● EXERCISE PROMPT:
Apart from the pictures, every line below needs to be reproduced verbatim.

● RECORDED DATA:
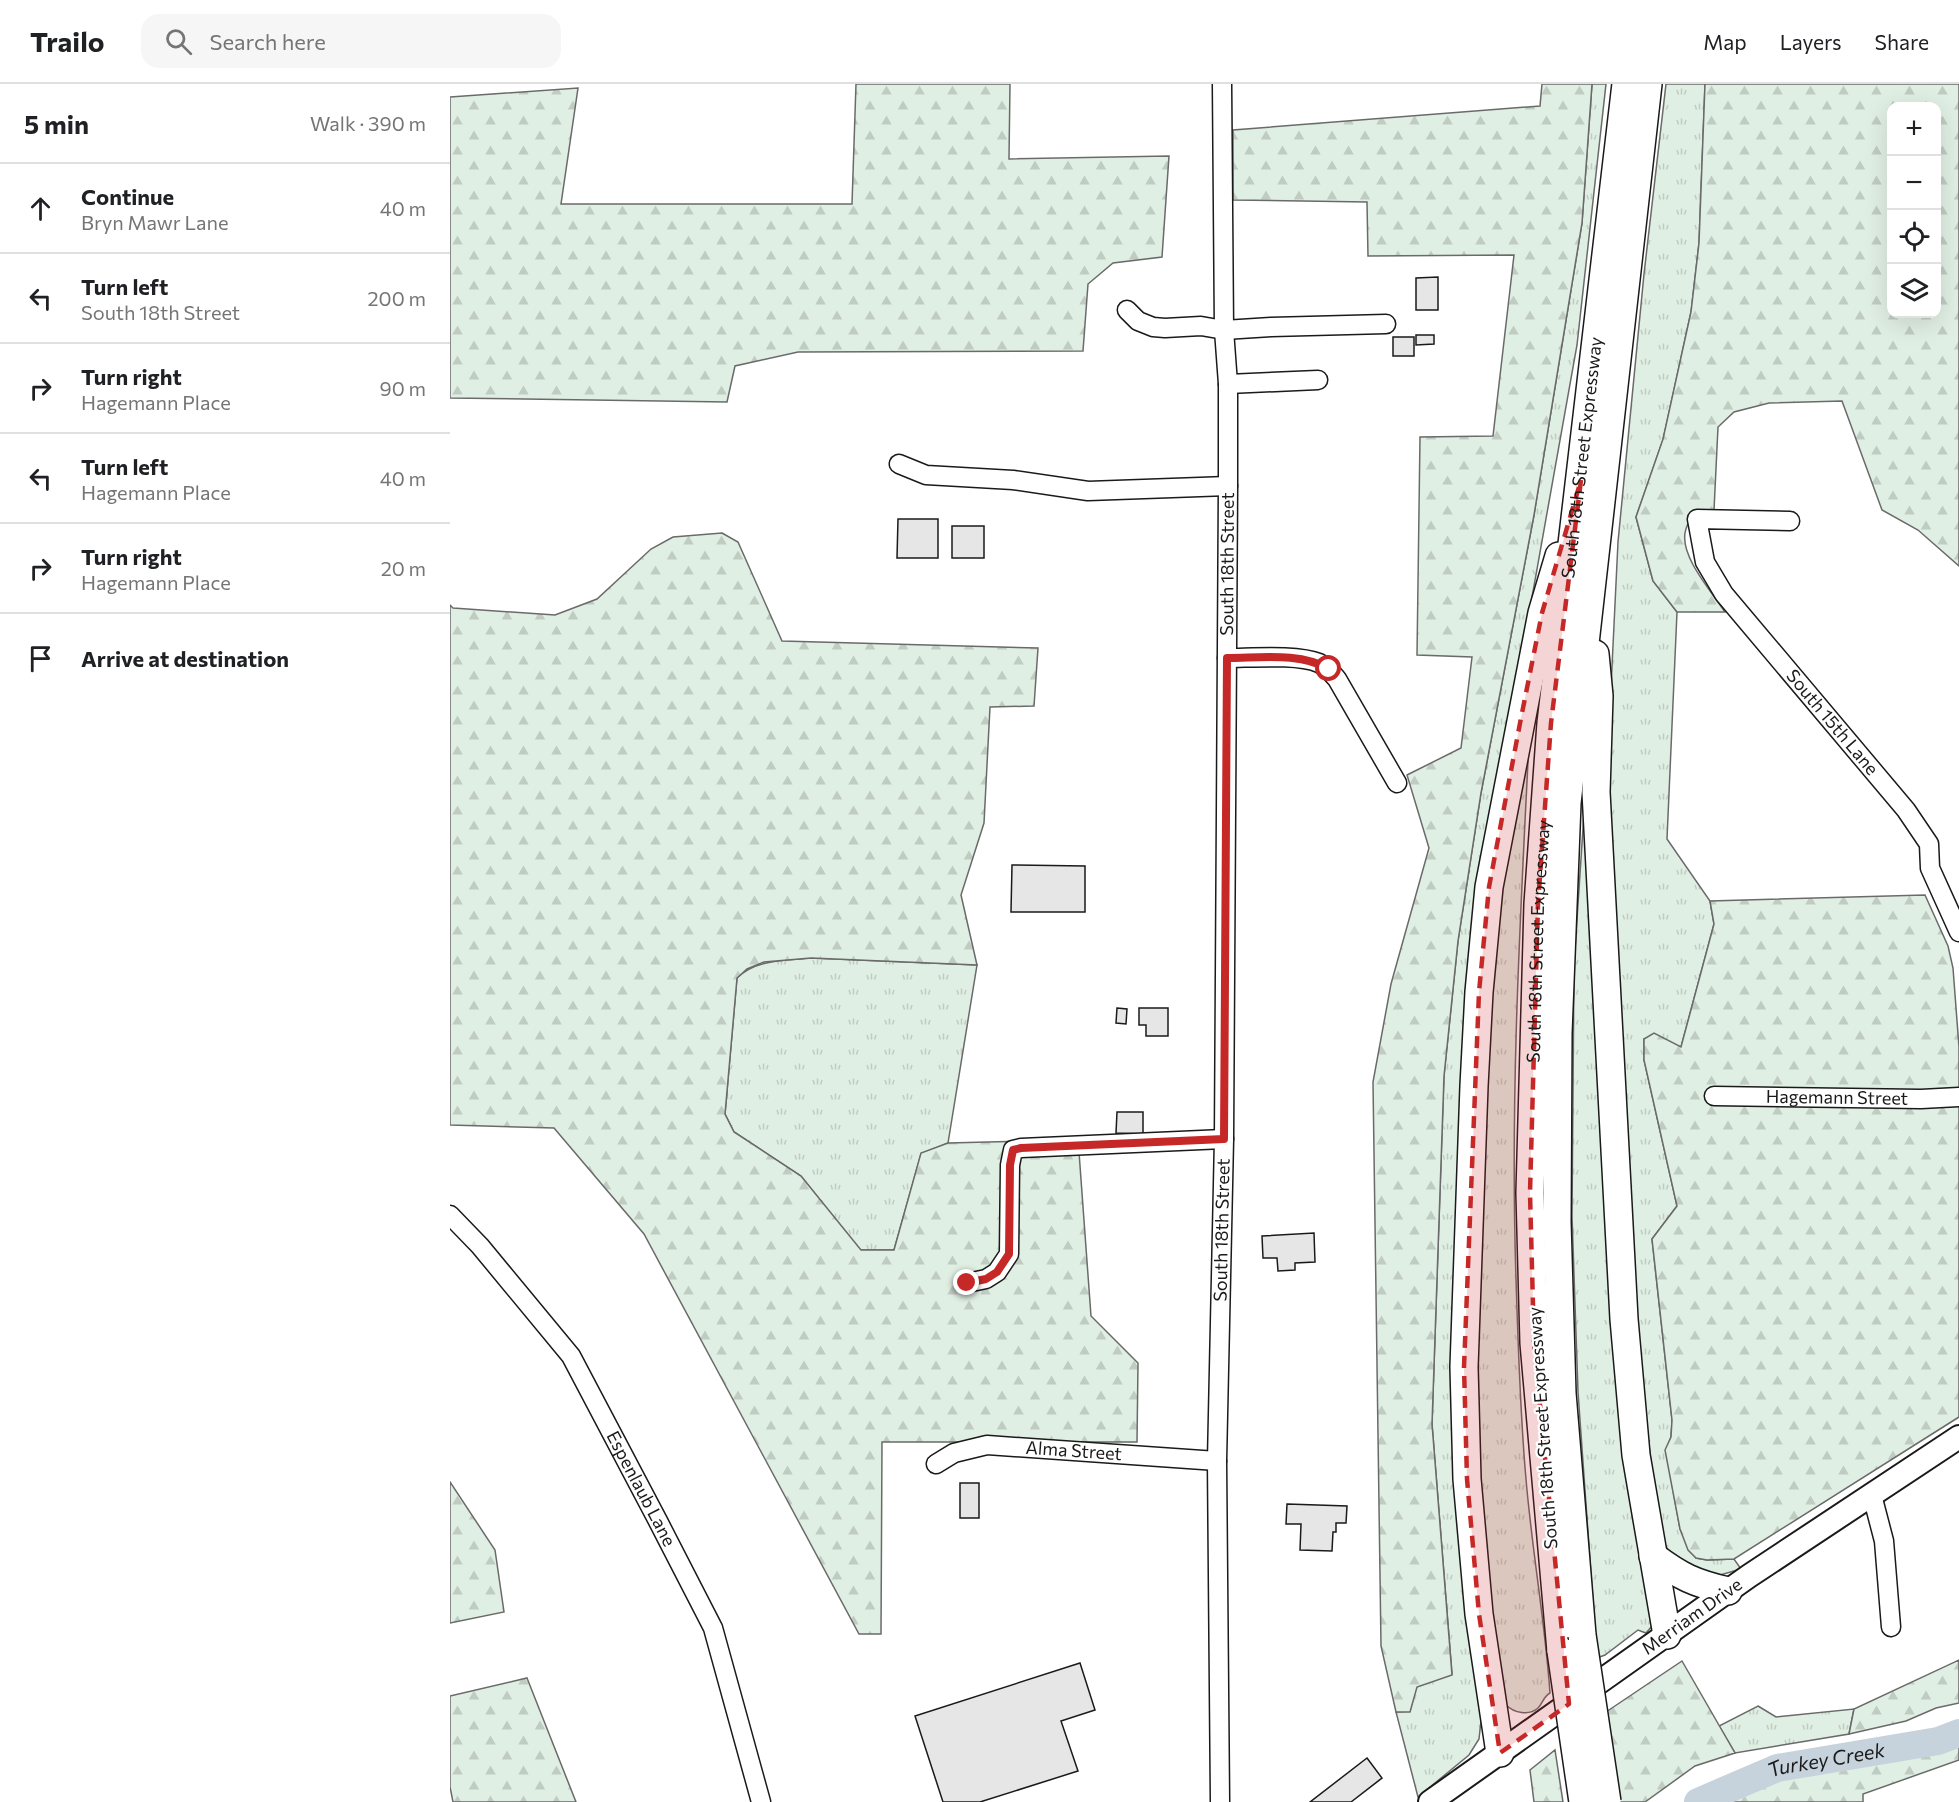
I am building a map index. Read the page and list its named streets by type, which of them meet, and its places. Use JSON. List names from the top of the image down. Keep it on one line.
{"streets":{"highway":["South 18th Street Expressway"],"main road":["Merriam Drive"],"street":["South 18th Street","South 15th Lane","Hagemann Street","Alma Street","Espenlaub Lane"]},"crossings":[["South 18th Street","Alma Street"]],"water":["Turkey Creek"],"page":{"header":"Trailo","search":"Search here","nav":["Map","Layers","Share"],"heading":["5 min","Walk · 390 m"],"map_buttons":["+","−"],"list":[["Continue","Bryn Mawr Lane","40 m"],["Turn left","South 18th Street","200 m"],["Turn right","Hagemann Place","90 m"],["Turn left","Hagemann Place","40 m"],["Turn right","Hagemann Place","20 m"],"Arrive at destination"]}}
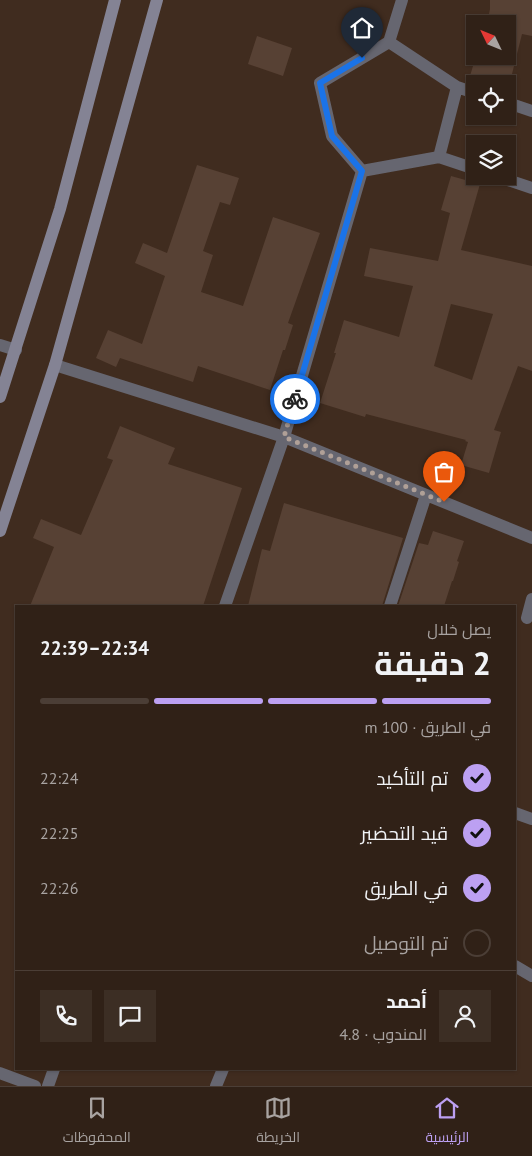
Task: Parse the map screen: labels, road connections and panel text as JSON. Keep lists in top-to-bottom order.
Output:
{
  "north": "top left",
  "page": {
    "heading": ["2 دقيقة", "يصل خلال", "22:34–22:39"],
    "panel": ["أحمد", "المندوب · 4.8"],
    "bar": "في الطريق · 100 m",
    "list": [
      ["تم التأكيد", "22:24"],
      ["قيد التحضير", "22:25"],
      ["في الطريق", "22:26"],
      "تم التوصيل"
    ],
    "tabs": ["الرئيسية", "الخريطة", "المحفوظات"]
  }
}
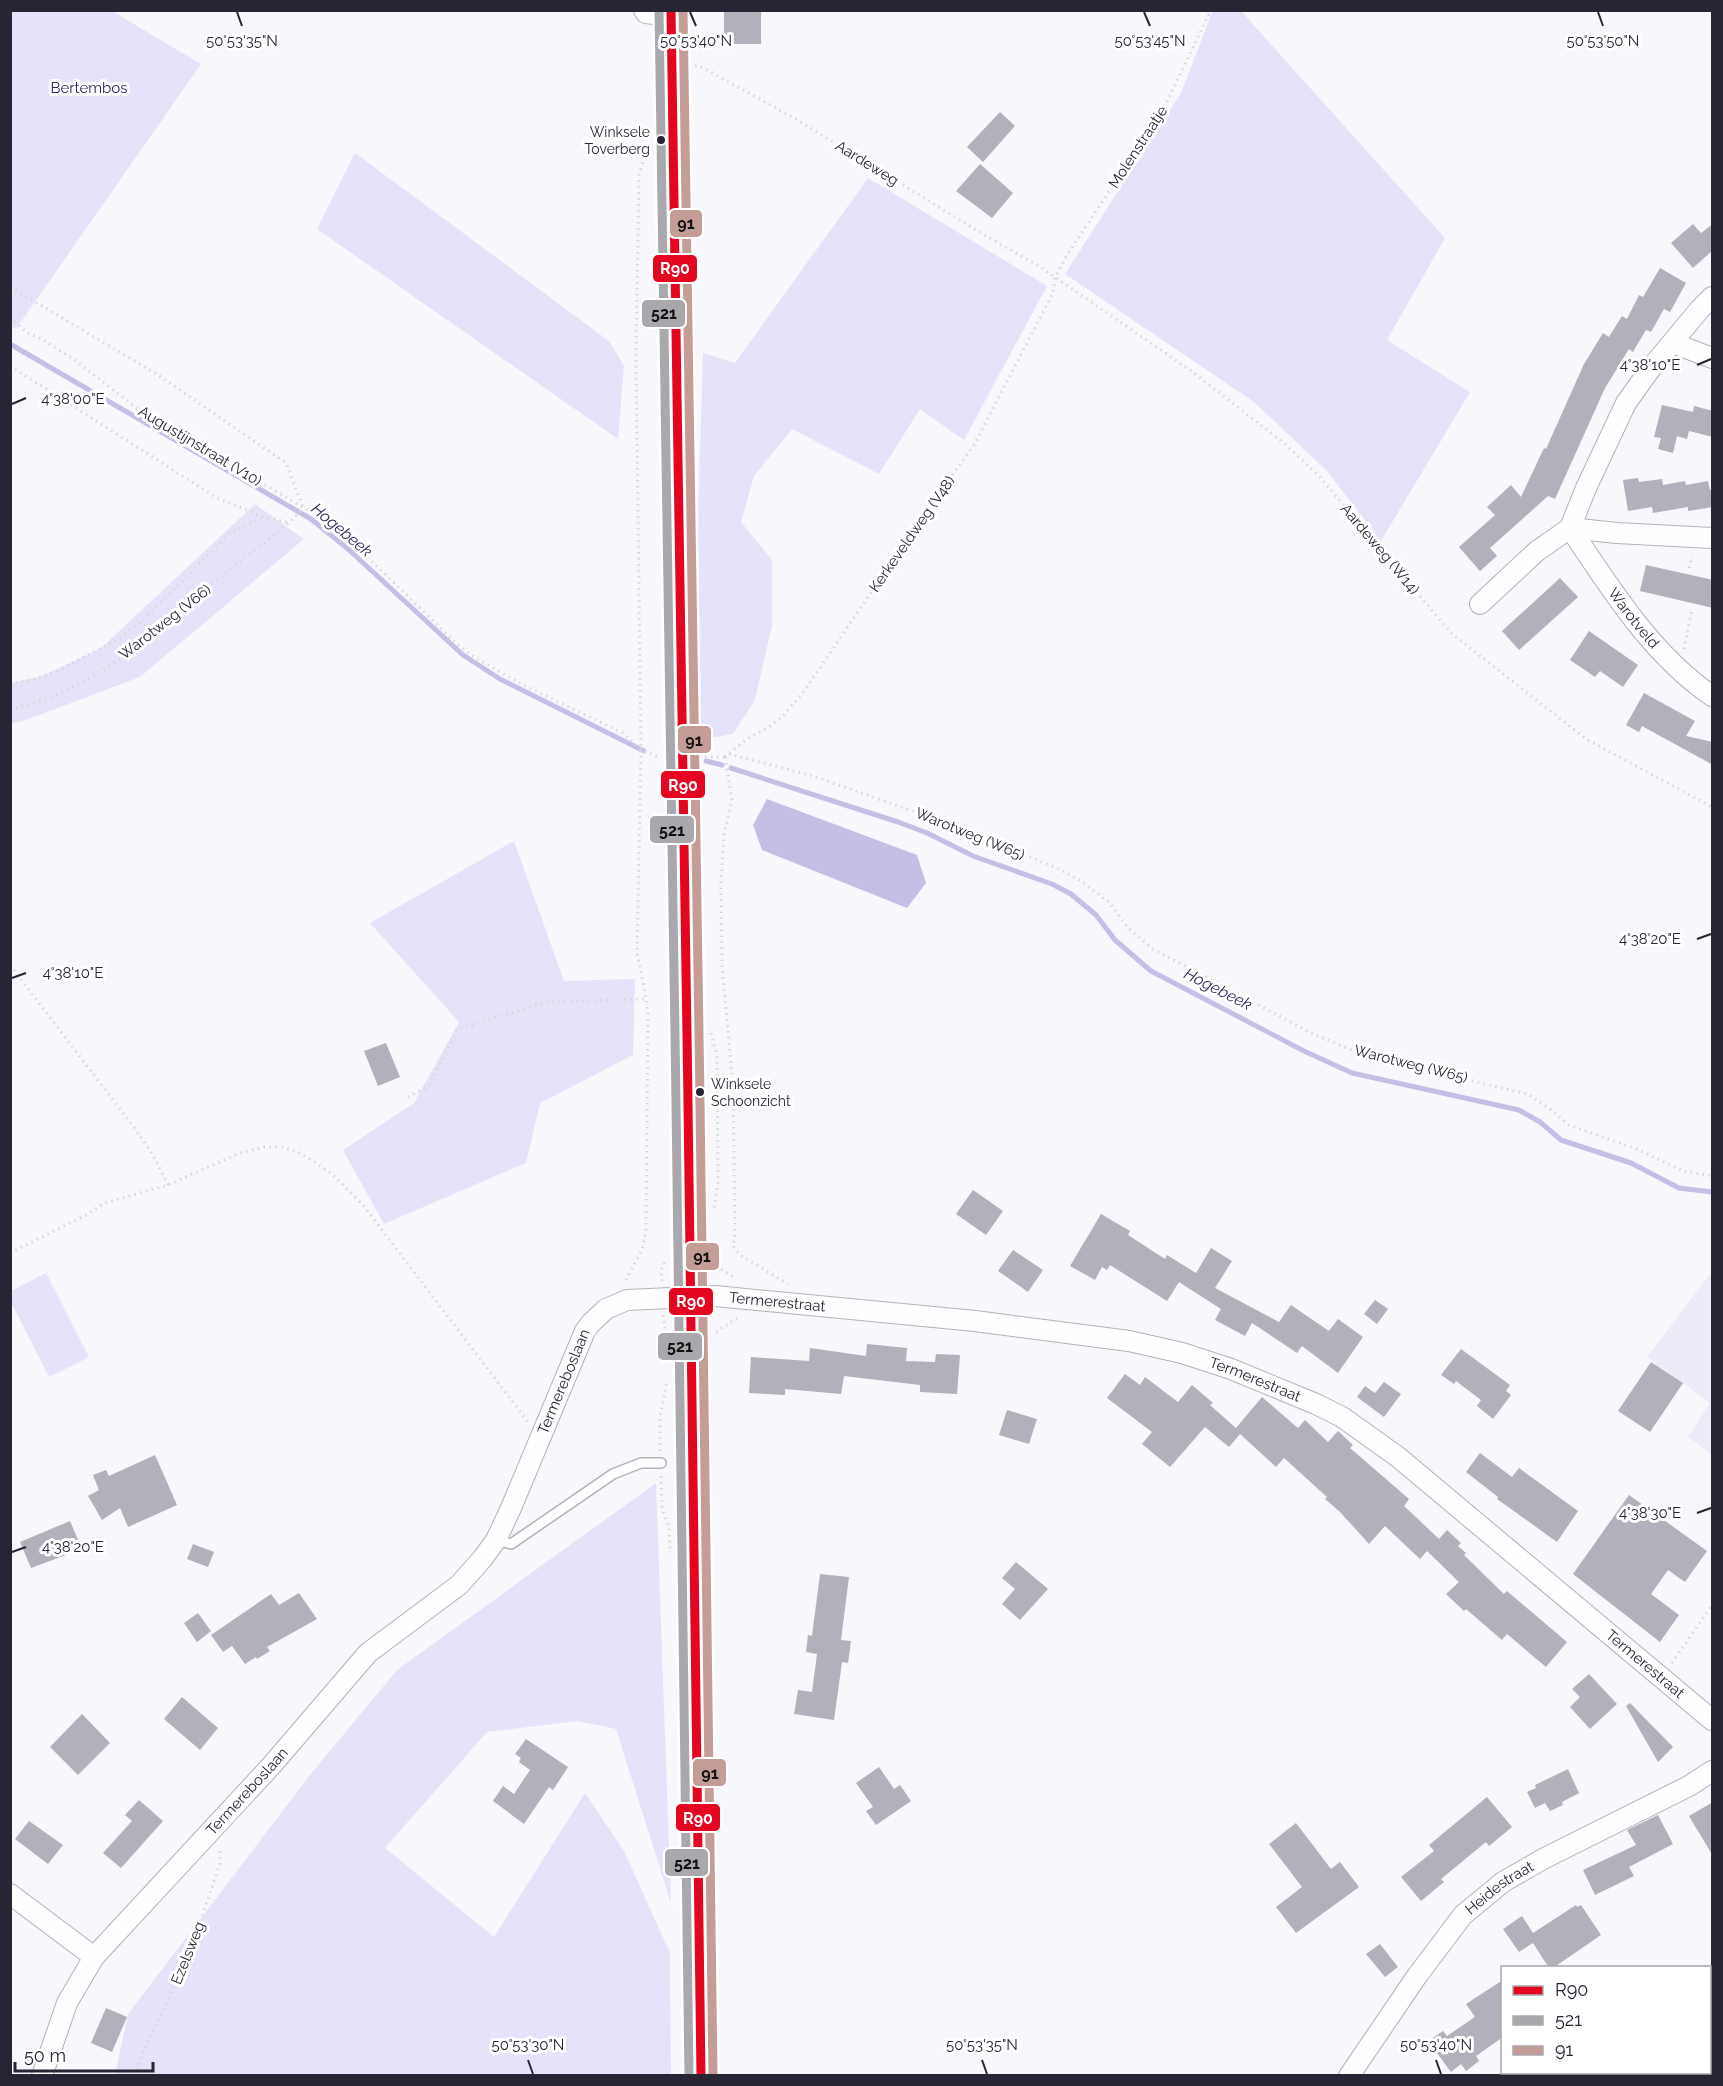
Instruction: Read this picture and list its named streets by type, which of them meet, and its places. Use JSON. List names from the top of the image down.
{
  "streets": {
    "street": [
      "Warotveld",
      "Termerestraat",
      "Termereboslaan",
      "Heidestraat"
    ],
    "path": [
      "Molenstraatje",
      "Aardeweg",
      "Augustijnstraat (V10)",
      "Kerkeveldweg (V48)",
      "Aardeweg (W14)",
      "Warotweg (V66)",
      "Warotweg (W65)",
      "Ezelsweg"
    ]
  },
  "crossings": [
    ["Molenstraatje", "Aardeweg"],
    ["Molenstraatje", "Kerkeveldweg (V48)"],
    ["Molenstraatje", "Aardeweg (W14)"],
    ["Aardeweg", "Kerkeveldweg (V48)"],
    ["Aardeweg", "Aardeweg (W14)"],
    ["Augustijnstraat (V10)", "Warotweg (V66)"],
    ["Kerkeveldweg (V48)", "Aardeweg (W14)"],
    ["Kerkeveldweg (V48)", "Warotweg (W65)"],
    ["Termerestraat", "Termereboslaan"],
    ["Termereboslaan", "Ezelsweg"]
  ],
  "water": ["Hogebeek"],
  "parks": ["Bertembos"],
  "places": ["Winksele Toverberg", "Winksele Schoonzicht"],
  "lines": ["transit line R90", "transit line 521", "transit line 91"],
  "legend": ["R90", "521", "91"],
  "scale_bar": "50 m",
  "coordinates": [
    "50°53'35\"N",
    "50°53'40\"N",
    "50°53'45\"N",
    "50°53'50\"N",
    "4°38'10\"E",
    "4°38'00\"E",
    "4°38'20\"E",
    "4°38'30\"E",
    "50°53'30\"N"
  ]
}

● ANSWER TO THIS EXERCISE:
I am building a map index. Read the page and list its named streets by type, which of them meet, and its places. Use JSON. List names from the top of the image down. Keep it on one line.
{"streets":{"highway":["South 18th Street Expressway"],"main road":["Merriam Drive"],"street":["South 18th Street","South 15th Lane","Hagemann Street","Alma Street","Espenlaub Lane"]},"crossings":[["South 18th Street","Alma Street"]],"water":["Turkey Creek"],"page":{"header":"Trailo","search":"Search here","nav":["Map","Layers","Share"],"heading":["5 min","Walk · 390 m"],"map_buttons":["+","−"],"list":[["Continue","Bryn Mawr Lane","40 m"],["Turn left","South 18th Street","200 m"],["Turn right","Hagemann Place","90 m"],["Turn left","Hagemann Place","40 m"],["Turn right","Hagemann Place","20 m"],"Arrive at destination"]}}
Task: Parse the map screen: labels, road connections and panel text as JSON. Keep lists in top-to-bottom order.
Output:
{
  "north": "top left",
  "page": {
    "heading": ["2 دقيقة", "يصل خلال", "22:34–22:39"],
    "panel": ["أحمد", "المندوب · 4.8"],
    "bar": "في الطريق · 100 m",
    "list": [
      ["تم التأكيد", "22:24"],
      ["قيد التحضير", "22:25"],
      ["في الطريق", "22:26"],
      "تم التوصيل"
    ],
    "tabs": ["الرئيسية", "الخريطة", "المحفوظات"]
  }
}
Instruction: Read this picture and list its named streets by type, which of them meet, and its places. Use JSON. List names from the top of the image down.
{
  "streets": {
    "street": [
      "Warotveld",
      "Termerestraat",
      "Termereboslaan",
      "Heidestraat"
    ],
    "path": [
      "Molenstraatje",
      "Aardeweg",
      "Augustijnstraat (V10)",
      "Kerkeveldweg (V48)",
      "Aardeweg (W14)",
      "Warotweg (V66)",
      "Warotweg (W65)",
      "Ezelsweg"
    ]
  },
  "crossings": [
    ["Molenstraatje", "Aardeweg"],
    ["Molenstraatje", "Kerkeveldweg (V48)"],
    ["Molenstraatje", "Aardeweg (W14)"],
    ["Aardeweg", "Kerkeveldweg (V48)"],
    ["Aardeweg", "Aardeweg (W14)"],
    ["Augustijnstraat (V10)", "Warotweg (V66)"],
    ["Kerkeveldweg (V48)", "Aardeweg (W14)"],
    ["Kerkeveldweg (V48)", "Warotweg (W65)"],
    ["Termerestraat", "Termereboslaan"],
    ["Termereboslaan", "Ezelsweg"]
  ],
  "water": ["Hogebeek"],
  "parks": ["Bertembos"],
  "places": ["Winksele Toverberg", "Winksele Schoonzicht"],
  "lines": ["transit line R90", "transit line 521", "transit line 91"],
  "legend": ["R90", "521", "91"],
  "scale_bar": "50 m",
  "coordinates": [
    "50°53'35\"N",
    "50°53'40\"N",
    "50°53'45\"N",
    "50°53'50\"N",
    "4°38'10\"E",
    "4°38'00\"E",
    "4°38'20\"E",
    "4°38'30\"E",
    "50°53'30\"N"
  ]
}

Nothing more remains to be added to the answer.